Green Weenie of the Week: The UN

Well yes, it goes without saying that the UN deserves the coveted Power Line Green Weenie Award every week, but this week stands out for the simple reason that the Rio+20 “Earth Summit” is commencing down in Brazil.  The original Earth Summit in 1992 gave us the Kyoto Protocol (how’s that workin’ out for ya, greenies?), a parallel diplomatic process on biodiversity, and a crazy-quilt, everything-plus-the-kitchen-sink, phonebook-sized wish list known as “Agenda 21” that had no legal force but which was the perfect expression of environmental neurosis and a source of endless mischief.  Back then, if your recall is good, environmentalists demanded that President Bush attend and submit to this regime, which he dutifully did.  As we noted here previously, President Obama is not turning up for this green reunion, and you can hear the crickets chirping among environmental groups.  (Oh sure, they put up an online petition you could sign asking The One to attend.  Wow.)
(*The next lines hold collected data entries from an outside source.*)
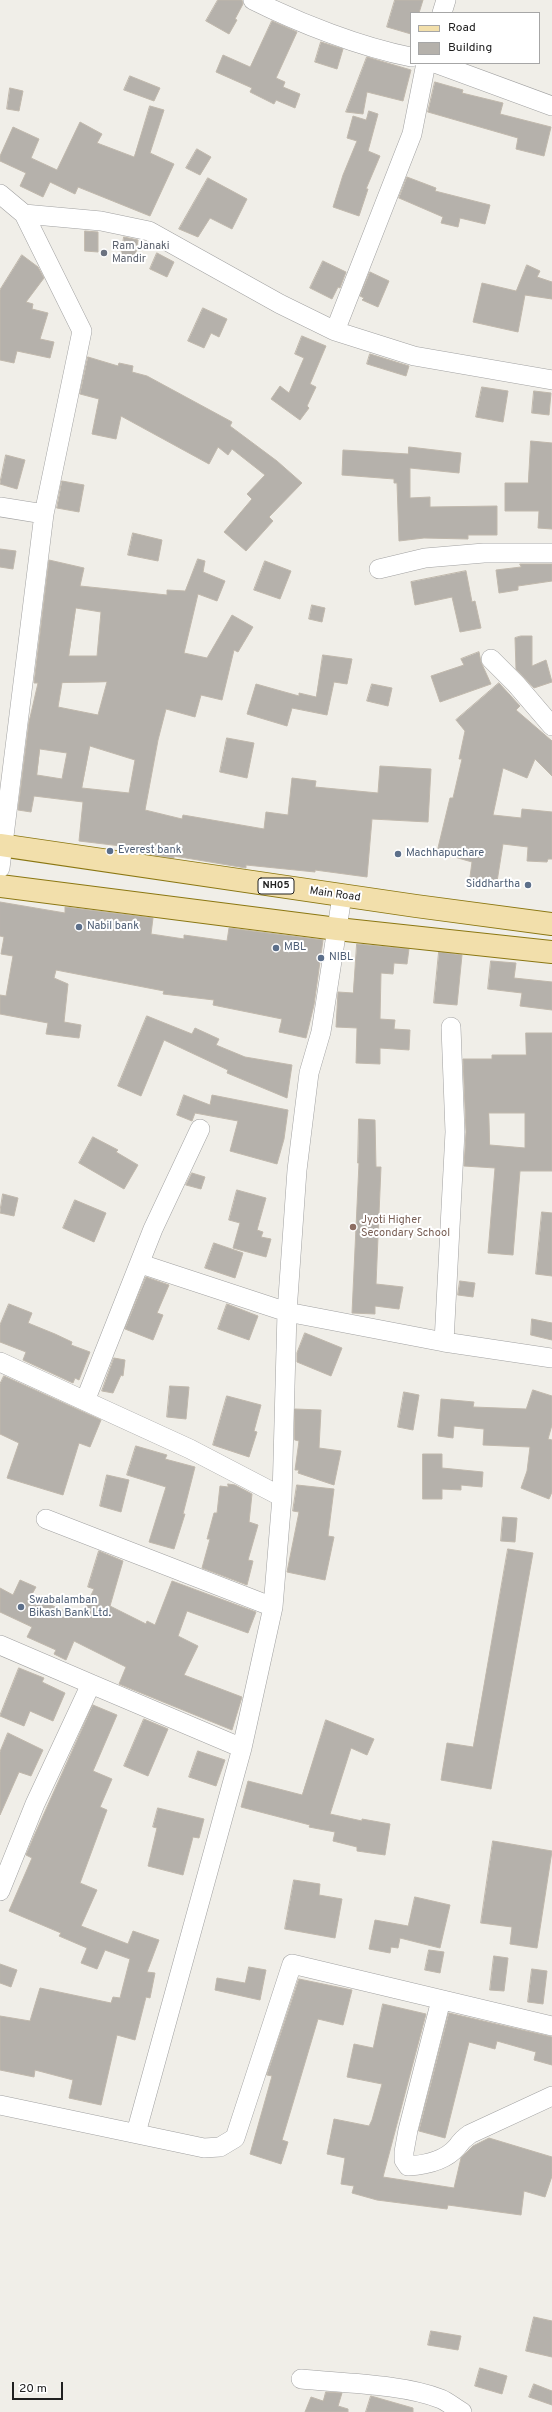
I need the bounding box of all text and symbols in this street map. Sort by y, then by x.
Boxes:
legend [410,12,540,64]
text: Road [448,20,476,36]
text: Building [448,40,492,56]
place label: Ram Janaki Mandir [112,240,170,266]
marker: Ram Janaki Mandir [99,248,109,258]
place label: Everest bank [118,844,182,858]
marker: Everest bank [105,846,115,856]
place label: Machhapuchare [406,847,484,861]
marker: Machhapuchare [393,849,403,859]
road number: NH05 [258,878,294,894]
place label: Siddhartha [466,878,520,892]
marker: Siddhartha [523,880,533,890]
street label: Main Road [309,885,361,905]
place label: Nabil bank [87,920,139,934]
marker: Nabil bank [74,922,84,932]
place label: MBL [284,941,306,955]
marker: MBL [271,943,281,953]
place label: NIBL [329,951,353,965]
marker: NIBL [316,953,326,963]
place label: Jyoti Higher Secondary School [361,1214,450,1240]
marker: Jyoti Higher Secondary School [348,1222,358,1232]
place label: Swabalamban Bikash Bank Ltd. [29,1594,111,1620]
marker: Swabalamban Bikash Bank Ltd. [16,1602,26,1612]
scale bar [14,2374,65,2400]
text: 20 m [19,2381,47,2397]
The Wall Street Journal headline and lede this morning sums it up pretty well: “Rio Eco-Summit Fights Conference Fatigue.”

Thousands of officials from government, business and other groups are converging on Rio this week to advance the cause of sustainable development.  Their timing couldn’t be worse. . .

The event also comes hot on the heels of other global environmental gatherings that have fallen short of hopes, leading to fatigue and diminished expectations.  Some news coverage has already depicted the meeting as a failure, in part because some prominent world leaders won’t attend and in part because there isn’t a clear agenda to frame the discussion.

It gets worse from there.  But take heart!  The New York Times still believes!—sort of:

The 80-page draft text that the delegates will be discussing addresses a number of important issues. Yet it is clear that not only has humanity failed to address the problems at the needed scale in the intervening years, but that “Rio+20” will fail to do so as well.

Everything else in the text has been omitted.